Over the years I have read numerous reports of people, always men, who have been released after spending years in prison for murders they didn’t commit.
Over the past few weeks I have read of seven such instances.
I must admit that over the years of reading about such miscarriages of justice I was happy to see that those wrongly convicted were finally being released, but I really didn’t go into it any deeper than that.
Reading about the seven just released I did. The cases involving two of the men and the time they served really stood out.
Cousins James Soto, now 62, and David Ayala, now 60, were imprisoned for 42 years for a double slaying in Chicago in which they had no involvement. Last week a judge vacated their convictions and Soto and his cousin walked out of prison.

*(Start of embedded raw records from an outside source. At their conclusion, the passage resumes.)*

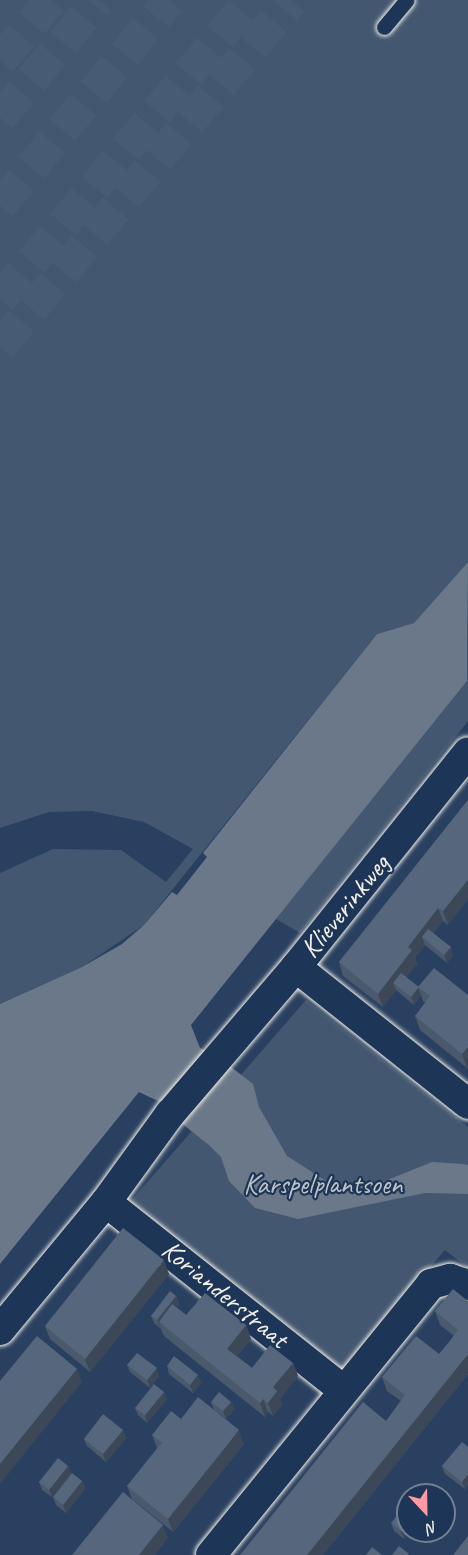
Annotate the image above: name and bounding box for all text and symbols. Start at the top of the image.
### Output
street label: Klieverinkweg [293,848,397,964]
park label: Karspelplantsoen [244,1167,402,1201]
street label: Korianderstraat [155,1233,295,1355]
north arrow [396,1483,456,1543]
text: N [424,1517,440,1539]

I found myself unable to comprehend how anyone could survive serving 42 years in prison for a crime someone else committed. Confined to a small cell for much of that time, how would you keep your sanity?
I am claustrophobic, actually a pretty extreme case. I live in fear that I someday may have to have an MRI, being placed in something similar in size to the barrel of an oversized cannon. Confined in prison, I am pretty sure, I would have found a way to drown in the toilet bowl of the small cell.
To give myself an idea of what the Soto’s lost, I thought back to where I was at age 20, the age James Soto was when he was put away.
I had just returned to high school. I had quit twice before finally deciding to get serious about my future, hoping to get enough education behind me to be able to become a pilot in the RCAF.
I did get into the RCAF and passed through officers school in London, ON, but I was sent to navigation school in Winnipeg rather than to a base for pilot training. My heart not in it, I flunked out.
Returning to my hometown of Dryden in Northwestern Ontario, I worked in a bush camp, in a lumber mill and at Dryden Paper Co,, all the while continuing to contribute sports stories to The Dryden Observer, something I had begun when I returned to school. Although I received no pay for my contributions, they eventually paid off big-time. Clips of these stories got me a job as sports editor of The Trail Daily Times in B.C., leading to a career in journalism that continues to this day.
I moved from The Trail Times to the Calgary Albertan for a year before returning to Dryden with the dream of establishing a radio station. With no money behind me, it didn’t work out so I returned to newspapering, writing sports for The Regina Leader-Post. I then moved on to The Edmonton Journal, where I remained for 13 years, the last four as city editor.
When Southam Inc., parent company of The Journal, bought The Sault Star in 1975, I was brought in as editor.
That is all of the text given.